Source data Start Marker

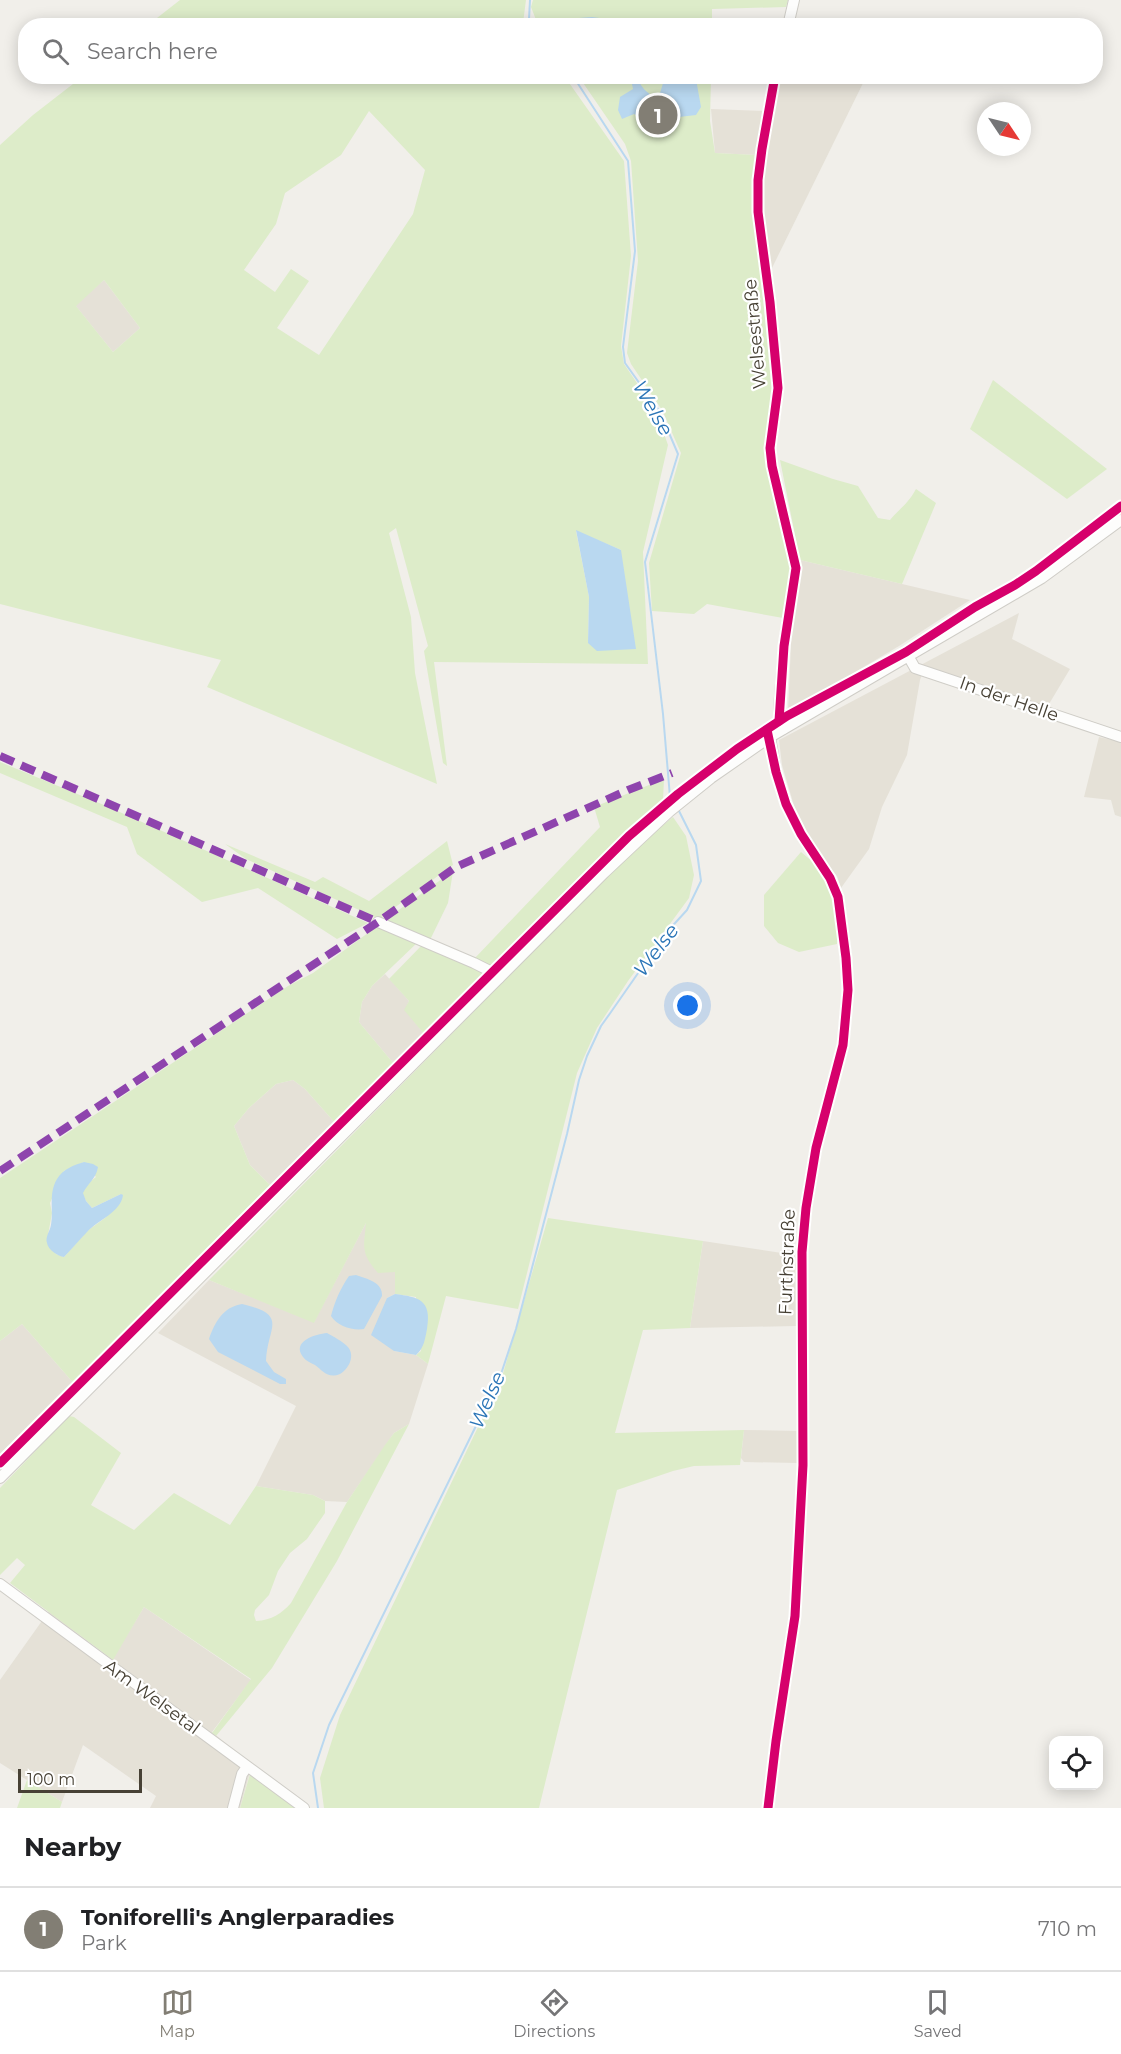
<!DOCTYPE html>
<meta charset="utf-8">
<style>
:root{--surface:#fff;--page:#f2f2f2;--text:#202124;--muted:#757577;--line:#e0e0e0;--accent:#827e74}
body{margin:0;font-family:Montserrat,sans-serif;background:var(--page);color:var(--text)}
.controls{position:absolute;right:18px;bottom:18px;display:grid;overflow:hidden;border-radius:12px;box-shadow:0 3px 15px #0003}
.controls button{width:54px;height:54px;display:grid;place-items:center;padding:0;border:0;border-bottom:2px solid var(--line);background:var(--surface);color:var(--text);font:30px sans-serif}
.compass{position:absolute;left:977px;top:102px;width:54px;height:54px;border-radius:50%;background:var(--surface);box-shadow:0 3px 15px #0003;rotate:125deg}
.scale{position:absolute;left:18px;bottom:15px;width:124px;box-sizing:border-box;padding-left:6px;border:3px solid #474135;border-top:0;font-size:16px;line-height:21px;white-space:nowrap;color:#474135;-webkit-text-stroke:4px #fff;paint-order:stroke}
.you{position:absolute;left:688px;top:1006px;width:21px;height:21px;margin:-15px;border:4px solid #fff;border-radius:50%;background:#1a73e8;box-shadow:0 0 0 9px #1a73e833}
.badge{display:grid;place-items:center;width:39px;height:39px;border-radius:50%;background:var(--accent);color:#fff;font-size:20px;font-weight:700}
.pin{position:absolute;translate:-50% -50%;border:3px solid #fff;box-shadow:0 2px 6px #0006}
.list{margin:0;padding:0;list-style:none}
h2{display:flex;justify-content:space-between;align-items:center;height:78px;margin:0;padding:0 24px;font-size:26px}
h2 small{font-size:20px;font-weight:400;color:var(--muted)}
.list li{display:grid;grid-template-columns:39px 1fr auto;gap:18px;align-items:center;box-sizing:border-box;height:84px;padding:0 24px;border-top:2px solid var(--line)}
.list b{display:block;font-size:22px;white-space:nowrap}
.list p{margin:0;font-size:20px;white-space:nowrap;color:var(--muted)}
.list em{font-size:20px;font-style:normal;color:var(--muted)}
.icon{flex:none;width:33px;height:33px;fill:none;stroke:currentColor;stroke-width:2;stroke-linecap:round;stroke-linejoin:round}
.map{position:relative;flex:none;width:1121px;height:1808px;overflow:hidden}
.search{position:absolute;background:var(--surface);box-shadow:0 3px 15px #0003;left:18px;right:18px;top:18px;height:66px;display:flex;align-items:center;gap:15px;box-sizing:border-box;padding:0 21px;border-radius:24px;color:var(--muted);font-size:22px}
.sheet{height:162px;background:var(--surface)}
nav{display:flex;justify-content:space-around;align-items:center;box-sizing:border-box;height:84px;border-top:2px solid var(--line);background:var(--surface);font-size:16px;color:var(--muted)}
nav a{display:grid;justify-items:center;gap:3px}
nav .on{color:var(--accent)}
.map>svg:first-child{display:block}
.residential{fill:#e5e1d7}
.green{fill:#ddecc9;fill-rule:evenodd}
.water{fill:#b9d8f0}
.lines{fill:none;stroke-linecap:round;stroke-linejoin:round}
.stream{stroke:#b9d8f0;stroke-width:2}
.minor-casing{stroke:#cfcdc7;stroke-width:12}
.minor{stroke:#fdfdfc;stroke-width:10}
.quiet{stroke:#8e44ad;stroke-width:8;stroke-dasharray:15 8;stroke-linecap:butt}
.cycleway-casing{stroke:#fff;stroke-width:13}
.cycleway{stroke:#d6006c;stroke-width:9}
.labels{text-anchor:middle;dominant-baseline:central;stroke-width:4.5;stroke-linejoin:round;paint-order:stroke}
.street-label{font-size:18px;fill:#474135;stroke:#fff}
.water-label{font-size:20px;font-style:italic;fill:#2b75b7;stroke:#fff}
</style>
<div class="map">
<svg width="1121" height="1808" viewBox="0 0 1121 1808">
<rect width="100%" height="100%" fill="#f1efea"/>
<g class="residential">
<path d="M 780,77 L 866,77 L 772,268 L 762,214 L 766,147 Z"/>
<path d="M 711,109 L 765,111 L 757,155 L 715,153 Z"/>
<path d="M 104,280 L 140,328 L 113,352 L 75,305 Z"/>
<path d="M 800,560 L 970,600 L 899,646 L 788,712 L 792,622 Z"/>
<path d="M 1019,613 L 1012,639 L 1070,669 L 1046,709 L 924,669 L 920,680 L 907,755 L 882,807 L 869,849 L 841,888 L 837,876 L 802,833 L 782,765 L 779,740 Z"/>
<path d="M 1099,737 L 1121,742 L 1121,817 L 1115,815 L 1111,800 L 1084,797 Z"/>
<path d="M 385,974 L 409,1001 L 405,1010 L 425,1035 L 394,1064 L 359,1022 L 362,1002 L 372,986 Z"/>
<path d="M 293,1080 L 305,1089 L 336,1124 L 271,1186 L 250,1165 L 234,1126 L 249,1108 L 276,1084 Z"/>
<path d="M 367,1221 L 395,1272 L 395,1294 L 387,1298 L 394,1351 L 416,1355 L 428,1364 L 409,1424 L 394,1433 L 347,1502 L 325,1501 L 313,1495 L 256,1486 L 296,1406 L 158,1333 L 209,1280 L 314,1322 Z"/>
<path d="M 703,1241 L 795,1255 L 798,1269 L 796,1326 L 690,1328 Z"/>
<path d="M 22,1324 L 76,1386 L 0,1457 L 0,1341 Z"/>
<path d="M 744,1430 L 800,1431 L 800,1459 L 797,1463 L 744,1462 L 741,1458 Z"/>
<path d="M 144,1607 L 251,1680 L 212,1732 L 252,1765 L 240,1808 L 150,1808 L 156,1796 L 83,1745 L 62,1802 L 0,1763 L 0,1680 L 49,1611 L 112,1660 Z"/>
</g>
<g class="green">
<path d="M 180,0 L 526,0 L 523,23 L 525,25 L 148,25 Z"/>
<path d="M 533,0 L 788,0 L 786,7 L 712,9 L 712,26 L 538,25 L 531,7 Z"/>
<path d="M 82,77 L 565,77 L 624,161 L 631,256 L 621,346 L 624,364 L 656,411 L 668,445 L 643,552 L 648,664 L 434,662 L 447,766 L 443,763 L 424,651 L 428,646 L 396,528 L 389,533 L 411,617 L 415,673 L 437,784 L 207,687 L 221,660 L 0,604 L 0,145 L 33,115 ZM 369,111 L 425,170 L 413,214 L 319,355 L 277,328 L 309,281 L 291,269 L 275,292 L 244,270 L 276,224 L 285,193 L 341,155 ZM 104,280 L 140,328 L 113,352 L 76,306 ZM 576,531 L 621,550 L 588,643 L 589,597 Z"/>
<path d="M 579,77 L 711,77 L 710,121 L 715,153 L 757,155 L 753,210 L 773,388 L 765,446 L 792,561 L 783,618 L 707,604 L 694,614 L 652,611 L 649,563 L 681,453 L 662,410 L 631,364 L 627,353 L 638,261 L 631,161 L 625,144 Z"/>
<path d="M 993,380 L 1107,469 L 1067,499 L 970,429 Z"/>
<path d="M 780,460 L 833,479 L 858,486 L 878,518 L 890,520 C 900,508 908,504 916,489 L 936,503 L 902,584 L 800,560 Z"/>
<path d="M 0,762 L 104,805 L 368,923 L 337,939 L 258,888 L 202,902 L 137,854 L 127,827 L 0,773 Z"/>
<path d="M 664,779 L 663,801 L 590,867 L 493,967 L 474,959 L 600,827 L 594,807 Z"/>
<path d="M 673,817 L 686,836 L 694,875 L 689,898 L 628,981 L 597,1028 L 577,1073 L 518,1309 L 446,1296 L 428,1364 L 416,1355 L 421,1351 L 416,1297 L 395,1294 L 395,1272 L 378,1273 C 360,1252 364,1247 366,1223 L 314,1323 L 209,1280 L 633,850 Z"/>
<path d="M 447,841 L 453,865 L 379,919 L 246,859 L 225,844 L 315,882 L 323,877 L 369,901 Z"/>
<path d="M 801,852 L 826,873 L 839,904 L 837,944 L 799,952 L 778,943 L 764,926 L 764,895 Z"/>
<path d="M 453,871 L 448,903 L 429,942 L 382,922 Z"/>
<path d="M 379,925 L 418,942 L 372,986 L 362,1002 L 359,1022 L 394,1064 L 336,1124 L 305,1089 L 293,1080 L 276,1084 L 249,1108 L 234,1126 L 250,1165 L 271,1186 L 192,1264 L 76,1386 L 22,1324 L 0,1341 L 0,1178 L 288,986 L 313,973 ZM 84,1162 L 96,1177 L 87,1184 L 82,1193 L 86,1201 L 92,1208 L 121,1194 L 105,1218 L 87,1231 L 64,1257 L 56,1254 L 48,1235 L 52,1213 L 50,1203 L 64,1171 Z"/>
<path d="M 423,944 L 474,965 L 485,975 L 425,1035 L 404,1010 L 409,1001 L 389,979 Z"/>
<path d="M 548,1218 L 703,1241 L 690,1328 L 643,1330 L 615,1433 L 744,1430 L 740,1465 L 694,1466 L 673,1471 L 617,1490 L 539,1808 L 324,1808 L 320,1778 L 340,1715 L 502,1377 Z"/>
<path d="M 69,1416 L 74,1417 L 121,1453 L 91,1505 L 134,1530 L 174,1493 L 230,1525 L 256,1486 L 313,1495 L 325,1501 L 325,1513 L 307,1539 L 290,1553 L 278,1571 L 269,1595 L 255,1610 L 254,1615 L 256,1621 C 272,1620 281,1614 291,1603 L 347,1502 L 385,1445 L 394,1433 L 409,1424 L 337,1561 L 272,1668 L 216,1736 L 212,1733 L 251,1679 L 144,1607 L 113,1660 L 10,1583 L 25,1565 L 17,1558 L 0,1575 L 0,1488 Z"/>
<path d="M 250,1774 L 296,1808 L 240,1808 Z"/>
<path d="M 27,1780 L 62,1802 L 60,1808 L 17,1808 Z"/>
</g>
<g class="water">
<path d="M 592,17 L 614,20 L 629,18 L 636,25 L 570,25 L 579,18 Z"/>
<path d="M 593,77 L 640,77 L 638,78 C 640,86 647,94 656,97 L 660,93 L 665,77 L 693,77 L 696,79 L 701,107 L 696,115 L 645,121 L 634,114 L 622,119 L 618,110 L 620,97 L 633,89 L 631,79 L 602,83 Z"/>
<path d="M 576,530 L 621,550 L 636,649 L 597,651 L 588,643 L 589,597 Z"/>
<path d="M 84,1162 L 93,1164 L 98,1167 C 96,1179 88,1183 83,1193 L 86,1201 L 92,1208 L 121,1194 L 123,1195 C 121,1212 98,1220 87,1232 C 79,1240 72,1249 64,1257 C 58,1256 48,1250 47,1243 C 45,1237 50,1231 51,1225 C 54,1210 48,1194 57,1179 C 63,1169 74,1165 84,1162 Z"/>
<path d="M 356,1275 C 367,1279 383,1282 382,1296 L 364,1329 C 353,1331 337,1326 331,1316 C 335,1301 340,1289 349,1276 Z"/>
<path d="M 395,1294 C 419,1297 432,1300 427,1329 C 425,1339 424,1348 416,1355 L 394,1351 L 371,1335 L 387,1298 Z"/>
<path d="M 242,1304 C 290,1315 267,1327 266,1361 L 274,1372 L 286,1379 L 286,1384 L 280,1384 L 218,1352 L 209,1339 C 215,1322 223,1307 242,1304 Z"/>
<path d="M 327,1333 C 334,1337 342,1341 347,1346 C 356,1355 349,1369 340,1374 C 328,1379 323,1371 315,1365 C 311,1363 306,1361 303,1357 C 291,1341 316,1334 327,1333 Z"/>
</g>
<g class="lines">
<g class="stream">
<path d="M 530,0 L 529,19 L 531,26"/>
<path d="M 573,76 L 628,161 L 635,251 L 623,347 L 625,363 L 660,412 L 678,454 L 645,562 L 663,714 L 670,797 L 675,804"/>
<path d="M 318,1808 L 313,1773 L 329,1725 L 500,1377 L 516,1329 L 567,1134 L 579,1080 L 587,1056 L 601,1026 L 611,1012 L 666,933 L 687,910 L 701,881 L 696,845 L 678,809"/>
</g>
<g class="minor-casing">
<g id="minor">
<path d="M 788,26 L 794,0"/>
<path d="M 775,76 L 762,149 L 758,180 L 758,212 L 770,302 L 778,388 L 770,448 L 772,466 L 796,568 L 784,646 L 779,709 L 779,721 L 783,729"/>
<path d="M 907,654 L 915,668 L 1121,737"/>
<path d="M 378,922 L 474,963 L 492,972 L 499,978"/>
<path d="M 0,1478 L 604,873 L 670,811 L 711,778 L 770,737 L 1042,578 L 1121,520"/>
<path d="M 0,1584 L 304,1808"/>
<path d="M 233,1808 L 242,1774 L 247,1767"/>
<path d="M 768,1808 L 776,1741 L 795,1616 L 803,1465 L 802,1252 L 806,1208 L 816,1148 L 843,1045 L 848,990 L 846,958 L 838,897 L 830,878 L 801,834 L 786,804 L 776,772 L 770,737"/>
</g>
</g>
<use href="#minor" class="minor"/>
<g class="quiet">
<path d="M 0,756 L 378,922"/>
<path d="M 0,1171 L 378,922 L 456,867 L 628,790 L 672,773"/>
</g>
<g class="cycleway-casing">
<g id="cycleway">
<path d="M 775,76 L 762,149 L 758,180 L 758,212 L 770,302 L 778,388 L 770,448 L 772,466 L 796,568 L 784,646 L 779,721"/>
<path d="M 767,730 L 776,772 L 786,804 L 801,834 L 830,878 L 838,897 L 846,958 L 848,990 L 843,1045 L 816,1148 L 806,1208 L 802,1252 L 803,1465 L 795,1616 L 776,1741 L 768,1808"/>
<path d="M 0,1463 L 629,836 L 678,794 L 737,749 L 787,716 L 906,652 L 975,607 L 1015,585 L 1036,571 L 1121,506"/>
</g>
</g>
<use href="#cycleway" class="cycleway"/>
</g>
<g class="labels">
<g class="street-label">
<text transform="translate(755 334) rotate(-95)">Welsestraße</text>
<text transform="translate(1009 699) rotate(19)">In der Helle</text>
<text transform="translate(787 1262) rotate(-88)">Furthstraße</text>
<text transform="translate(152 1697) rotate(36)">Am Welsetal</text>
</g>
<g class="water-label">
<text transform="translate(653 408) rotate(60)">Welse</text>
<text transform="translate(656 950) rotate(-53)">Welse</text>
<text transform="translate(487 1400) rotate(-66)">Welse</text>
</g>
</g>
</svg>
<div class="controls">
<button><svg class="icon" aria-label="locate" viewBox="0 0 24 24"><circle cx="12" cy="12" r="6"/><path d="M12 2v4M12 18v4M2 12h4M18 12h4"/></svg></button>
</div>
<svg class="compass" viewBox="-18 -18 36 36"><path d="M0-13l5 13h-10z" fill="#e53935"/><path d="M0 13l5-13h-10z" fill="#757577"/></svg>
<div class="scale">100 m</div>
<div class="you"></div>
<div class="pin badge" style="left:658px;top:115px">1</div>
<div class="search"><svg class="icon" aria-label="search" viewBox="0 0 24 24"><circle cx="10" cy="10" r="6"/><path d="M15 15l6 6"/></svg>Search here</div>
</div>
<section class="sheet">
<h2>Nearby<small></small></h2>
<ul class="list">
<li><span class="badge">1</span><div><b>Toniforelli's Anglerparadies</b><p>Park</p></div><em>710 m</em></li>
</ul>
</section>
<nav>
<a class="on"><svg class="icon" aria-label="map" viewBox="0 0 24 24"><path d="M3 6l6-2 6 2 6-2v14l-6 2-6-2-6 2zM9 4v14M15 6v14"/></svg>Map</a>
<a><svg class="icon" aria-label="directions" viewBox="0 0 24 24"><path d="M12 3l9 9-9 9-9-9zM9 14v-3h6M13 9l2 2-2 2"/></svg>Directions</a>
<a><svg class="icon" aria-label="saved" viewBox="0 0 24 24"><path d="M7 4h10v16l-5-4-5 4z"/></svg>Saved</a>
</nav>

Source data End Marker

In the records above, the lines containing the string "bottom" should be counted; give only the total.

3